痛みに耐えきれず仕事を休むのは「不誠実」!?

ただしこれは保険会社だけではない。ある裁判官が雑誌の対談の中で、「痛みをこらえて頑張って働く誠実な被害者」という表現をしていたことがある。交通事故に遭ったのに、仕事に穴を開けないように痛みに耐えて働いた被害者のことを述べたもので、これは一見、被害者を賛美しているいい話のように聞こえるのだが、それは誤りだ。

 

この表現の裏を返せば、「痛みに耐えきれず休んで働かないのは不誠実な被害者だ」という認識なのである。事実、この対談の中で、裁判官自身が追突された経験を語り、自分が三日で仕事に復帰したことを自慢げに語っていた。つまりは、「ムチ打ちごときで長期間痛みを訴える被害者は、働けないと嘘をついているのと同じだ」と見なしているのである。こうした考えの持ち主たちが今の司法を動かしているのだから、被害者に不利な判断を下すのも、当然のことなのかもしれない。

 

保険会社も司法も、このような認識であるから、交通事故被害者にとっては散々であるといわざるを得ない。彼らにしてみれば交通事故被害者はちょっと油断して甘い顔をするとつけ込んでくる、気の抜けない相手らしい。しかしこれまで数多くの交通事故事件を扱ってきた私の目から見て、そのような悪意のある被害者はほとんどいない。多くの被害者は、痛みや苦痛を本心から訴えている。そんな訴えにも耳を貸さないばかりか、詐病の疑いさえかけて当然のような顔をしている保険会社の方こそ、私から見たら悪意のある気の抜けない存在なのである。

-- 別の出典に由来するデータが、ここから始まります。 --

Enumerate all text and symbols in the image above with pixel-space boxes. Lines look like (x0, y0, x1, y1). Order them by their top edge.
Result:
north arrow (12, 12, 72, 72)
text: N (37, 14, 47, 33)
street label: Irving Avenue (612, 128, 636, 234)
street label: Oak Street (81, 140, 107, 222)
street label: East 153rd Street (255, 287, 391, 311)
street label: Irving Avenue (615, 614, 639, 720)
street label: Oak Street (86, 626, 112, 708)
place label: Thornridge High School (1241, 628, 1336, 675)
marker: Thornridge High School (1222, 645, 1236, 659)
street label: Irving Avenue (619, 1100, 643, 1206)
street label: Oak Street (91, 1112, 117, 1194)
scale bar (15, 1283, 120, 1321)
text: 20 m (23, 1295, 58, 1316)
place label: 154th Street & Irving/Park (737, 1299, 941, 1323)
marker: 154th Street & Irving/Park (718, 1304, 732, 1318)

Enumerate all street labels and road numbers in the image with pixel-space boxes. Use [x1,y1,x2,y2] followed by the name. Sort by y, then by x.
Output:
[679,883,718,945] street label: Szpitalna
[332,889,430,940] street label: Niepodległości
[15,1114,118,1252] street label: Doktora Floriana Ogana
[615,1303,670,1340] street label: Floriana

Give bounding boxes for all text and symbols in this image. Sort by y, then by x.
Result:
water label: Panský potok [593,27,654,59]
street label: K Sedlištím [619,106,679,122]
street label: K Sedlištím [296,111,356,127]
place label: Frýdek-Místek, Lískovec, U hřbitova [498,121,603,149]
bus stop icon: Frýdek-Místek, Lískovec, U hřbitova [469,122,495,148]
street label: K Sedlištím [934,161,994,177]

本連載は、2015年12月22日刊行の書籍『ブラック・トライアングル[改訂版] 温存された大手損保、闇の構造』から抜粋したものです。その後の税制改正等、最新の内容には対応していない可能性もございますので、あらかじめご了承ください。

ブラック・トライアングル[改訂版] 温存された大手損保、闇の構造

ブラック・トライアングル[改訂版] 温存された大手損保、闇の構造

谷 清司

幻冬舎メディアコンサルティング

現代に生きる私たちは交通事故にいつ巻き込まれるかわからない。実際日本では1年間に100万人近くの人が被害者であれ加害者であれ交通事故の当事者になっている。そのような身近な問題であるにもかかわらず、我が国の交通事故補…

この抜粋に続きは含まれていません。